Quello della rinascita nazionale è dunque un concetto imprescindibile per il PCC che ritiene questo periodo della storia cinese “vergognoso”, avendo oscurato la grandezza e la centralità della sua civiltà. Esso sottolinea l’importanza cruciale di “far rinascere” la nazione affinchè venga ammirata e trattata come merita, in contrapposizione a quel secolo buio.

La questione demografica cinese

Con i suoi 1,4 miliardi di abitanti, la Cina è esempio eclatante di come il fattore demografico possa essere un punto di forza nelle relazioni internazionali, ma, al contempo, una variabile determinante da gestire per la stabilità interna. Infatti, proprio dalla peculiare condizione demografica cinese arrivano alcune delle sfide di più complessa risoluzione per il Governo di Pechino nell’immediato futuro.

Nel 1949 la miseria era la condizione diffusa e la mortalità in Cina enorme; la crescita demografica eccessiva fu frenata con il controllo delle nascite, saggia politica dei riformatori degli anni Ottanta. I diversi esecutivi rallentarono il ritmo delle nascite per garantire un maggior benessere alle famiglie, ridurre la pressione di una popolazione straripante e pianificare la nuova urbanizzazione che si concretizzò nella costruzione di case, strade, ospedali, scuole, refettori, trasporti e servizi pubblici.

Il trentennio di “figli unici” è coinciso con il decollo economico del Paese, così come con il netto miglioramento del tenore e dell’aspettativa di vita grazie ad una maggiore disponibilità di cibo e di cure sanitarie.
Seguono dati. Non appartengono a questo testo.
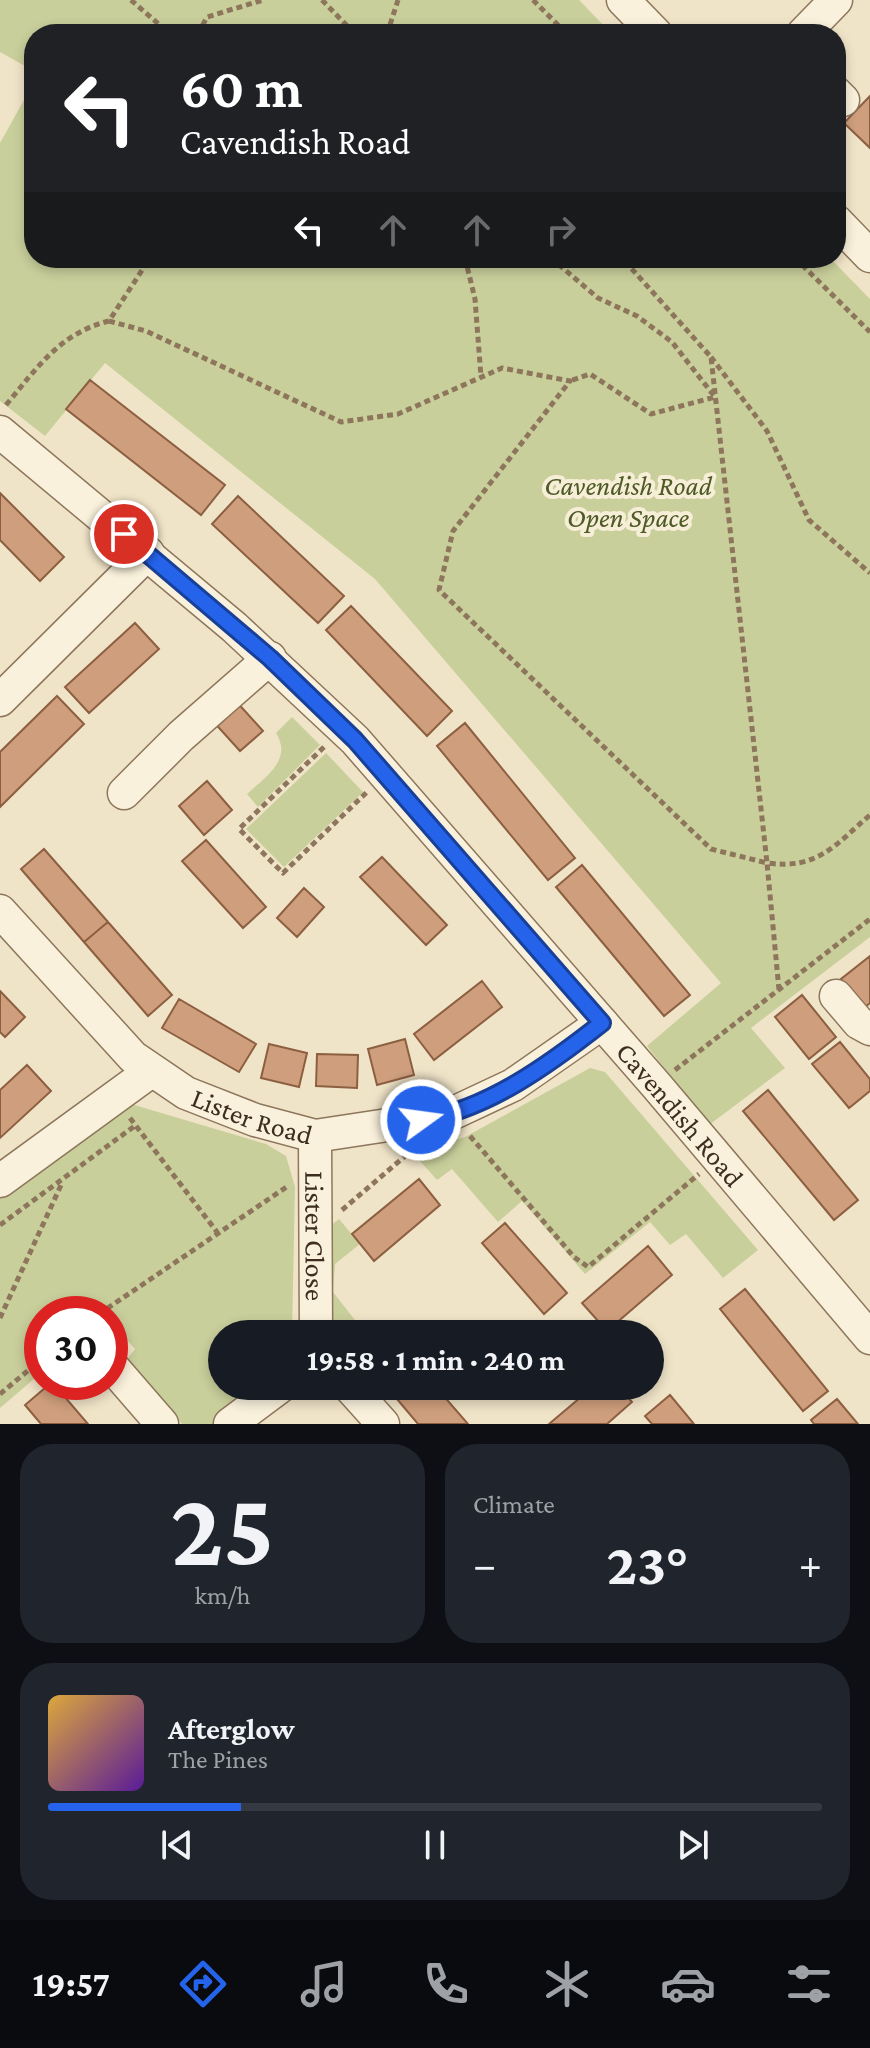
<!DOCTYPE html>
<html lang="en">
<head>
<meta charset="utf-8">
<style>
  body { margin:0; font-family:"Crimson Pro",serif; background:#20242c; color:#f1f3f6; height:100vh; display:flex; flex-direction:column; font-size:30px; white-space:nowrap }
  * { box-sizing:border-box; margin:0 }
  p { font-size:26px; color:#9ea1a6 }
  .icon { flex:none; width:44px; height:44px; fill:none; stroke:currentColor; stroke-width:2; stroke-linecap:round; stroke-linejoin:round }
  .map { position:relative; height:1424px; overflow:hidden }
  .panel { display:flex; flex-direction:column; gap:20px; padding:20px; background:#0d0f14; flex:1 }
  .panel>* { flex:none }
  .guide { position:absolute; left:24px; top:24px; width:822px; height:244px; border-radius:32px; box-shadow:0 4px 12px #0003; background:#202124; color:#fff; overflow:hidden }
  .speed { position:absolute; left:24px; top:1296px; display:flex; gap:16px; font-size:40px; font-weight:700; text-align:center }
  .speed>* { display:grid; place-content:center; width:104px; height:104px; border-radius:50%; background:#171b24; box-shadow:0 4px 12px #0003; line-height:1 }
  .speed .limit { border:12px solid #d22; background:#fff; color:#111 }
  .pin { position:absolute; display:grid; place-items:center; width:68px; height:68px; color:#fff; margin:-34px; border:4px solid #fff; border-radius:50%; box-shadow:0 2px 8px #0007 }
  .me { position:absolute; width:88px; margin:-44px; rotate:76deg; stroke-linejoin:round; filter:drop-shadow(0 0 6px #0008) }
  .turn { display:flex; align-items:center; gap:28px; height:168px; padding:0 24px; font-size:36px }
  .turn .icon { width:104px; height:104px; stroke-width:2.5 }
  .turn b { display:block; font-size:56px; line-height:68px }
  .lanes { display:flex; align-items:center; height:76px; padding:0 24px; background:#0003; justify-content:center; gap:40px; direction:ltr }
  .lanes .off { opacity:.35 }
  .big { font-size:60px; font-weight:700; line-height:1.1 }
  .panel .widget { flex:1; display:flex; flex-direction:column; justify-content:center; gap:12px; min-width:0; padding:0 28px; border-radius:32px; background:#20242c }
  .panel .dial { align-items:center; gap:0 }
  .dial b { font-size:104px; line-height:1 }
  .song { display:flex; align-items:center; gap:24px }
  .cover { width:96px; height:96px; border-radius:12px; background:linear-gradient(135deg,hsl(40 70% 55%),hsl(270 70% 35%)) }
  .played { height:8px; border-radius:4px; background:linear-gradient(90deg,#2563eb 25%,#363941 25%) }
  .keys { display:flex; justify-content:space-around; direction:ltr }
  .heat { display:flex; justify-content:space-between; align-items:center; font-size:44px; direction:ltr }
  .panel .tiles { flex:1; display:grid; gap:20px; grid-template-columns:1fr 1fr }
  .widget:last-child { grid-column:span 2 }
  .trip { position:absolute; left:208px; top:1320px; width:456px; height:80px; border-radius:40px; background:#171b24; box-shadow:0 4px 12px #0003; font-weight:700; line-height:80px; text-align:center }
  .tabs { display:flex; height:128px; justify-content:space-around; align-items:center; background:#090b0e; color:#9ea1a6 }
  .tabs .icon { width:56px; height:56px }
  .tabs .active { color:#2563eb }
  .tabs b { font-size:36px; color:#f1f3f6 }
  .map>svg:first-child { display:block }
  .green { fill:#c9cf9b }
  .building { fill:#cf9f7d; stroke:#8d5f41; stroke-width:2 }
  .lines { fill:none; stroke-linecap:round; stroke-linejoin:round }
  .minor-casing { stroke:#8d765c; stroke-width:35 }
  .path { stroke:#8d765c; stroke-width:5; stroke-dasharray:6 4; stroke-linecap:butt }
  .minor { stroke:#faf1dc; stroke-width:32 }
  .route-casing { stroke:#184099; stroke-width:20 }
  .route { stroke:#2563eb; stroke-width:14 }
  .labels { text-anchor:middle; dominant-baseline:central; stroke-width:8; stroke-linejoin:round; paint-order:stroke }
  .park-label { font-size:28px; font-style:italic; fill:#4d5a26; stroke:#f7eed8 }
  .street-label { font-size:28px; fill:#3d2e20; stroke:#f7eed8 }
</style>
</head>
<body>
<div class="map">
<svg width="870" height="1424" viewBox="0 0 870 1424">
  <rect width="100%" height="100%" fill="#f0e4c8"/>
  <!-- green -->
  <path class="green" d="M0,0H579L612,34H34V71L0,52Z
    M34,82V258H830L870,299V937L751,1028L785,1068L709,1125L647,1046L721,983L375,579L105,363L45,436L0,401V143Z
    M292,717L320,745L258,807L247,794C265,777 293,760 276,733Z
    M326,753L363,792L284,867L246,829Z
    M590,1068L605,1072L758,1250L723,1278L686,1234L670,1245L650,1222L585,1274L522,1201L498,1222L452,1169L437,1180L413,1153L465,1137Z
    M131,1104L266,1144L286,1156L295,1187L292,1334H222V1386H256L213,1424H182L127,1359L135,1349L110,1321V1314H42V1372L0,1408V1198Z
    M339,1219L360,1244L335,1264L333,1292L366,1334H330L322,1232Z"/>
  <!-- building -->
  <path class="building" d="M870,96V148L844,123Z
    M90,380L225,485L201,515L66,409Z
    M0,493L64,557L40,581L0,540Z
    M238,496L344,596L318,623L212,524Z
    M351,606L452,711L427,736L326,630Z
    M135,623L159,649L89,713L65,687Z
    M57,696L84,724L0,807V752Z
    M234,699L263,731L240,751L211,719Z
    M465,723L575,858L548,880L437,746Z
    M207,781L232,810L204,835L179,806Z
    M206,840L266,907L243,928L182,861Z
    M44,849L108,922L84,942L21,869Z
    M382,857L447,925L426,945L360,877Z
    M582,865L690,995L664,1016L556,887Z
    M304,888L324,907L297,937L277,918Z
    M108,922L172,995L148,1016L84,942Z
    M870,956V1003L864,1008L841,979Z
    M482,981L502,1007L434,1060L414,1034Z
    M0,991L25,1017L5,1037L0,1032Z
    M802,995L836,1037L809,1059L775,1017Z
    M179,999L256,1044L239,1072L162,1028Z
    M405,1039L414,1075L377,1085L368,1049Z
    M840,1042L870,1079V1091L849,1108L812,1064Z
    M269,1044L307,1053L299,1087L261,1078Z
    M317,1054L358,1055L357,1088L316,1086Z
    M27,1065L51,1091L0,1138V1090Z
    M768,1090L858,1200L834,1220L743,1111Z
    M419,1179L440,1205L374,1261L352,1234Z
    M505,1223L567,1293L544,1314L482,1243Z
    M648,1246L672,1275L607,1331L582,1303Z
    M745,1289L828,1391L803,1411L720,1309Z
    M52,1382L88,1424H41L25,1405Z
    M386,1386H435L468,1424H418Z
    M594,1386H618L632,1402L607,1424H549Z
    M670,1395L694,1424H652L645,1416Z
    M837,1399L858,1424H814L811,1420Z"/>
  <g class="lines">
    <!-- minor casing -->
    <g class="minor-casing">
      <g id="minor">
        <path d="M623,0L656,34"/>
        <path d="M803,34L836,0"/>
        <path d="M836,93L843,100"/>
        <path d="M836,221L870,256"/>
        <path id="s1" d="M0,432L234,627L355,740L656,1085L870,1338"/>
        <path d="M0,700L148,553"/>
        <path d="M124,793L181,736L270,658"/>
        <path id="s2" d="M0,911L133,1057L186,1093L255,1120L315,1136L447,1116L513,1085L602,1023"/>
        <path d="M836,996L859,1023L870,1029"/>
        <path id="s3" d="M315,1136L316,1334"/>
        <path d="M0,1181L151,1071"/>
        <path d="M110,1364L162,1424"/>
        <path d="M349,1386L383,1424"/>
        <path d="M230,1424L281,1386"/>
      </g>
    </g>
    <!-- path -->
    <path class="path" d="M131,0L170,34
      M322,0L355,34
      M533,0L567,34
      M198,34L207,17L263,0
      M387,34L398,0
      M465,258L475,299L481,377
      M551,258L598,298L637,316L672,342L715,397L651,414L590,374L570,381
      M795,258L870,332
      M109,321L146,331L341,422L398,414L502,368L570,381L453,531L439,590L711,849L767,863L711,357L622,258
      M711,357L767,431L809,520L870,573
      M6,405C37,368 60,333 109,321L150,258
      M324,747L239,829L283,873L367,792
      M779,990L767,863C818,870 835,845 870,815
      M675,1070L870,919
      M130,1118L217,1232
      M470,1136L574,1257L588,1267L699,1174
      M342,1210L411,1151
      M0,1225L136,1125
      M99,1314L288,1186
      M0,1318L62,1183
      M0,1394L42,1359"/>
    <!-- minor -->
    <use href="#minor" class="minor"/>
  </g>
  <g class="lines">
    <!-- route casing -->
    <g class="route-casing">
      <path id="route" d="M124,534L270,658L355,740L602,1023C550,1064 487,1110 421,1120"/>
    </g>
    <!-- route -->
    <use href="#route" class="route"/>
  </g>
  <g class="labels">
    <!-- park labels -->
    <g class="park-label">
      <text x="628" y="485">Cavendish Road<tspan x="628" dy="32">Open Space</tspan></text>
    </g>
    <!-- street labels -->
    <g class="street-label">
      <text stroke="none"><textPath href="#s2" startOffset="332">Lister Road</textPath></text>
      <text stroke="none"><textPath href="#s1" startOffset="966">Cavendish Road</textPath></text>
      <text stroke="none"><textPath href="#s3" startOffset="100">Lister Close</textPath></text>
    </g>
  </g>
</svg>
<div class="speed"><div class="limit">30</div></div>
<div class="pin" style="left:124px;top:534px;background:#d93025"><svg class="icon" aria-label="arrive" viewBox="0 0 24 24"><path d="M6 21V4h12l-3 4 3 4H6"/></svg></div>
<svg class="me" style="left:421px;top:1120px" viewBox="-20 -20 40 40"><circle r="17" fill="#2563eb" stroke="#fff" stroke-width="3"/><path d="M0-11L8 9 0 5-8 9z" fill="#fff"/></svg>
<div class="trip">19:58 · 1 min · 240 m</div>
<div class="guide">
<div class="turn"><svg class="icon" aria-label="left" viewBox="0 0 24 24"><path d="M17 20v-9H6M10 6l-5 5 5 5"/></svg><div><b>60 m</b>Cavendish Road</div></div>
<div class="lanes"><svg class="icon" aria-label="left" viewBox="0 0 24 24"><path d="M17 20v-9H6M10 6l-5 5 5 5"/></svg><svg class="icon off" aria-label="ahead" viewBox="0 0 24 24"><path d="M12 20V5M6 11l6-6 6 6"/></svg><svg class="icon off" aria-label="ahead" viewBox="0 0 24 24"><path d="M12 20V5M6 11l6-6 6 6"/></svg><svg class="icon off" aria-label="right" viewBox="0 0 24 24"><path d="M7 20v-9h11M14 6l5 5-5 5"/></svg></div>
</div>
</div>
<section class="panel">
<div class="tiles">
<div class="widget dial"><b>25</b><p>km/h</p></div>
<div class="widget"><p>Climate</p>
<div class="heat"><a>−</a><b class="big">23°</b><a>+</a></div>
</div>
<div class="widget">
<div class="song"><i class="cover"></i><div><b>Afterglow</b><p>The Pines</p></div></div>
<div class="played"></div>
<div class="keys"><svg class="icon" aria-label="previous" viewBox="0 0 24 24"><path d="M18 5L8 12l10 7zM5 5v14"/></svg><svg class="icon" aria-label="pause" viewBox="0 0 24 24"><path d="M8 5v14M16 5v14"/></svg><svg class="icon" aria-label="next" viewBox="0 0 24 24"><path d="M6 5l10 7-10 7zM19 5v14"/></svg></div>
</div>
</div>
</section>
<nav class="tabs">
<b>19:57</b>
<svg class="icon active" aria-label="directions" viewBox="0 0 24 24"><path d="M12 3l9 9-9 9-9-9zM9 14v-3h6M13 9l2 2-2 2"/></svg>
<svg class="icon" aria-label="music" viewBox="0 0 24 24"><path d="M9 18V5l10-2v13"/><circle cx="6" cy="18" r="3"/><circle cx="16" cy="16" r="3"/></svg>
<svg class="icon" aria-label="phone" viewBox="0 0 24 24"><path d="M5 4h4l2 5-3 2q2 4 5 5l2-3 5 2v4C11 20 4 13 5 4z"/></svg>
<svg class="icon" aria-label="climate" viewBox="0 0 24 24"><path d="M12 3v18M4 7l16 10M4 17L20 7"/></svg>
<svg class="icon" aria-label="car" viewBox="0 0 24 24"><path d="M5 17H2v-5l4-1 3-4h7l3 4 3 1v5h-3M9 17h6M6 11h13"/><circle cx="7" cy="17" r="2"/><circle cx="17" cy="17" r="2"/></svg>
<svg class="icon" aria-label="filters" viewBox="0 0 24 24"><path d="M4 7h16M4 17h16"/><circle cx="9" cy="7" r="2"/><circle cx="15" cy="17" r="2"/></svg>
</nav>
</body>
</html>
L’attuale quadro demografico della Cina presenta caratteristiche simili a quello proprio delle società industrializzate: bassa crescita della popolazione (0,6%, si stima che la decrescita inizierà nel 2027), invecchiamento (l’età media è di circa 38 anni, raddoppiata rispetto al 1970), basso tasso di fertilità (1,7 figli per ogni donna compresa tra i 15 e i 49 anni, ma secondo altre stime potrebbe essere addirittura pari a 1,18), alto tasso di dipendenza strutturale, che indica il rapporto tra la popolazione in età da lavoro e la popolazione in età non attiva (attorno al 42%). Questi fattori, inoltre, si sommano agli effetti generati dalla così detta “politica del figlio unico”, introdotta dal Governo cinese nel 1979 per controllare la natalità nel Paese ed abrogata solo nel 2016, anno in cui Pechino ha reintrodotto la concessione di un secondo figlio3. Il tasso di fecondità totale era sceso rapidamente sotto la soglia dei 2,1 figli per donna (teoricamente compatibile con la stazionarietà della popolazione), stabilizzandosi dalla seconda metà degli anni Novanta sopra gli 1,6, mentre il tasso di crescita è sceso a 0,5% nel quinquennio 2015-2020, così come confermato dal censimento della popolazione del 2020. Le modifiche della PFU (Politica del Figlio Unico) introdotte nel 2015, che avevano consentito alle coppie di avere un secondo figlio, non ha inciso sul livello di fecondità, verosimilmente perché lo sviluppo complessivo della società sembra aver creato, in Cina come in altri Paesi del Sud-Est asiatico, le condizioni strutturali per una bassa fecondità. È questa probabilmente la ragione che ha spinto il Governo cinese al recente provvedimento che ha portato a tre il numero di figli consentito, per affrontare le distorsioni nella struttura per età provocate dalla PFU4.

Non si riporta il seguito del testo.